La Mécanique du cœur de Mathias Malzieu

Coup de cœur

 

           

 

Un conte fantastique, où Malzieu, le chanteur de Dionysos, nous explique la complexité d'un cœur. Pas de traité de médecine, mais une très jolie ode à l'amour.  C'est l'histoire de Jack, un enfant de prostituée que Madeleine, une vieille sage-femme mi-docteur mi-sorcière, sauve le jour de sa naissance en 1874. C'est le jour le plus froid du monde à Edimbourg, le cœur du nouveau-né a gelé. Elle le replace par une horloge qu'il doit remonter tous les jours. A jamais, de sa poitrine dépassera un cadran, et à sa suite résonnera le tic-tac dérangeant qui rythmera ses émotions.

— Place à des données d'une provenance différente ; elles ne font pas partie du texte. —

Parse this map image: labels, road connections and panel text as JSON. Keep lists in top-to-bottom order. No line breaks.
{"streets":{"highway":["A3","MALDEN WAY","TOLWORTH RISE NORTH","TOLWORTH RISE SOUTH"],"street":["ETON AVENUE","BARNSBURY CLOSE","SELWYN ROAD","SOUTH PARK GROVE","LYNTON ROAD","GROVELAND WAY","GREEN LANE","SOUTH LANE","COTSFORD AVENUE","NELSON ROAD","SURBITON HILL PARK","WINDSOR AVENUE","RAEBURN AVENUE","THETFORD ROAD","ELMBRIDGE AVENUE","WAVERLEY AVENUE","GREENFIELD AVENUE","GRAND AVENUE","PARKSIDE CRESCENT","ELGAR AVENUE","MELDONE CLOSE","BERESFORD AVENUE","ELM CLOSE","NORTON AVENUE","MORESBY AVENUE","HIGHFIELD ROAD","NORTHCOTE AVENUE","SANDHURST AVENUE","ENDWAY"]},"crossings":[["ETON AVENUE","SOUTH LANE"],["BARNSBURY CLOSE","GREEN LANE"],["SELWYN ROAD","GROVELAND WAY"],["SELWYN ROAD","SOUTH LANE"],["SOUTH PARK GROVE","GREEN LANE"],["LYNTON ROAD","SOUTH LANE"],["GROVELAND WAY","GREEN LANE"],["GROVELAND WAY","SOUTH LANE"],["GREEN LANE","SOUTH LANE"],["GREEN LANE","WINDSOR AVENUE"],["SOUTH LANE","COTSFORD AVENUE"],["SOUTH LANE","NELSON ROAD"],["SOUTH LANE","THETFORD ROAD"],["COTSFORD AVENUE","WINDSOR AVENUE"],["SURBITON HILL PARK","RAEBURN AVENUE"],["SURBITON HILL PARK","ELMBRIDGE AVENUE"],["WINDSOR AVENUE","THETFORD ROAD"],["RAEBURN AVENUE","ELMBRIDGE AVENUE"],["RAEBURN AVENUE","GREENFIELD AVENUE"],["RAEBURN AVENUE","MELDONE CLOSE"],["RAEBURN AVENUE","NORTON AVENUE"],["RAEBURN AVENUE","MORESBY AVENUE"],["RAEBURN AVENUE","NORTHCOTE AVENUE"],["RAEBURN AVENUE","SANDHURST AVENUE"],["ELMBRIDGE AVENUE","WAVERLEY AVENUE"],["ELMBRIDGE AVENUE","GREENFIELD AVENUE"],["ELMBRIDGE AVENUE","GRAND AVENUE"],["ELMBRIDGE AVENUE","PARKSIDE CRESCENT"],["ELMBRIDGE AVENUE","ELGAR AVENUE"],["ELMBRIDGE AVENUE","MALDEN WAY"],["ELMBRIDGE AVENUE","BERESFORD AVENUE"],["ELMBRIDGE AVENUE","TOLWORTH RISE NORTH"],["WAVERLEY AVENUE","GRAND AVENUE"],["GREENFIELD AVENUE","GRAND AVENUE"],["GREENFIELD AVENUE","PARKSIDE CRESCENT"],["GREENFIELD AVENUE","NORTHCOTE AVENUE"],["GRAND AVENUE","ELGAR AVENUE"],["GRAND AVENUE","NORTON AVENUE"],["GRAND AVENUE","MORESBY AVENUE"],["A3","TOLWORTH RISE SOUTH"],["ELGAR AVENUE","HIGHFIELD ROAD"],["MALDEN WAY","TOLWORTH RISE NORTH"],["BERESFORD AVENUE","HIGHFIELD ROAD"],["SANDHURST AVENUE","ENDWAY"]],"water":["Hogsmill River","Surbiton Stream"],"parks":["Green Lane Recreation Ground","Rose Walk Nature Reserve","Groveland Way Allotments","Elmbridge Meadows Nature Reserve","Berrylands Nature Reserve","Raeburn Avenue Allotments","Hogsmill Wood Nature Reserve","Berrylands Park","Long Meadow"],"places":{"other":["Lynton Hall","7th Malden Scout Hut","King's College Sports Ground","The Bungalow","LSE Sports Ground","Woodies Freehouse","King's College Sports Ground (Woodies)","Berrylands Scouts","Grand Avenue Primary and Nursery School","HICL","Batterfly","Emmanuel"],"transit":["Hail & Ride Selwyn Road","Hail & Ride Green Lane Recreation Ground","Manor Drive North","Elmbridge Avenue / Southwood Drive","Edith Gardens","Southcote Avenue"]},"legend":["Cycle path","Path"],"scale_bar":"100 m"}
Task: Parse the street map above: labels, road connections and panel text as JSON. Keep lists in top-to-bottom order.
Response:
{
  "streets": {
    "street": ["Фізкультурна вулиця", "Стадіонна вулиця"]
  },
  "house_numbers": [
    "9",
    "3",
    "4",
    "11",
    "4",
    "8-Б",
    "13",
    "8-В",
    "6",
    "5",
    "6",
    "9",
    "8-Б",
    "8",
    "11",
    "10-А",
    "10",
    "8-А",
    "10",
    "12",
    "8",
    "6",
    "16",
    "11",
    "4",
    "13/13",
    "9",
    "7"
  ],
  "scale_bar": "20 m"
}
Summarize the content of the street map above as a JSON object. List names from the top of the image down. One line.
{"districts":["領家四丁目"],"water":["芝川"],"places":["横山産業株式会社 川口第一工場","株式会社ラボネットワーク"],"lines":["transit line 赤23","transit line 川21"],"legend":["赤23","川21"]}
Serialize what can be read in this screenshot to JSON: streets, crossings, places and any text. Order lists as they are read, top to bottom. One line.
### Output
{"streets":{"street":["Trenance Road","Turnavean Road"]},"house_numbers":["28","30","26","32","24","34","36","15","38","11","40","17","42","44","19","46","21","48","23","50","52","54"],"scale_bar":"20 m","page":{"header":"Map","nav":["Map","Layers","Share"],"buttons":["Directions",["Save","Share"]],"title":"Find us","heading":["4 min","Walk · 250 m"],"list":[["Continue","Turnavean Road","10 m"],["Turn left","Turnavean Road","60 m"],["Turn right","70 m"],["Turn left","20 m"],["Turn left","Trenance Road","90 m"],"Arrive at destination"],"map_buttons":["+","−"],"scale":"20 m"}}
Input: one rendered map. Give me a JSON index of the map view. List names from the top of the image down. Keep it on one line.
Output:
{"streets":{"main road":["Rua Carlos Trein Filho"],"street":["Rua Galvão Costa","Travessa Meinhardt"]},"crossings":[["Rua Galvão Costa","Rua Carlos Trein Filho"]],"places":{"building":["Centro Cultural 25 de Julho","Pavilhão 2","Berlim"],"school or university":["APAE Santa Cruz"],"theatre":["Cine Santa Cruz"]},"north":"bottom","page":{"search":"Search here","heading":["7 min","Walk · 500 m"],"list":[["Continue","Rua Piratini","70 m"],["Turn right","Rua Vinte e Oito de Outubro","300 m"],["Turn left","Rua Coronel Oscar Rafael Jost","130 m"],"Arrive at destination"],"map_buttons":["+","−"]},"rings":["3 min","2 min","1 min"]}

            Little Jack doit en prendre soin, et surtout ne pas tomber amoureux pour ne pas dérégler la fragile mécanique du cœur.  Mais, le jour de ses dix, Madeleine le conduit pour la première fois en ville. Il tombe amoureux d'une chanteuse sans lunette qui se cogne partout. Depuis ce jour, il ne l'oubliera jamais. Il traversera l'Europe, pour un voyage merveilleux en planche à roulette vers un rêve, vers son rêve rose.

 

Une très jolie histoire, souvent triste. On voit le garçon grandir, devenir homme. Il voit la réalité prendre forme peu à peu, cruelle et imparfaite car les rêves ne sont jamais le miroir de la réalité. Et ses songes sont peuplés de Miss Acacia, la jeune chanteuse sans lunette pour laquelle son horloge s'emballe.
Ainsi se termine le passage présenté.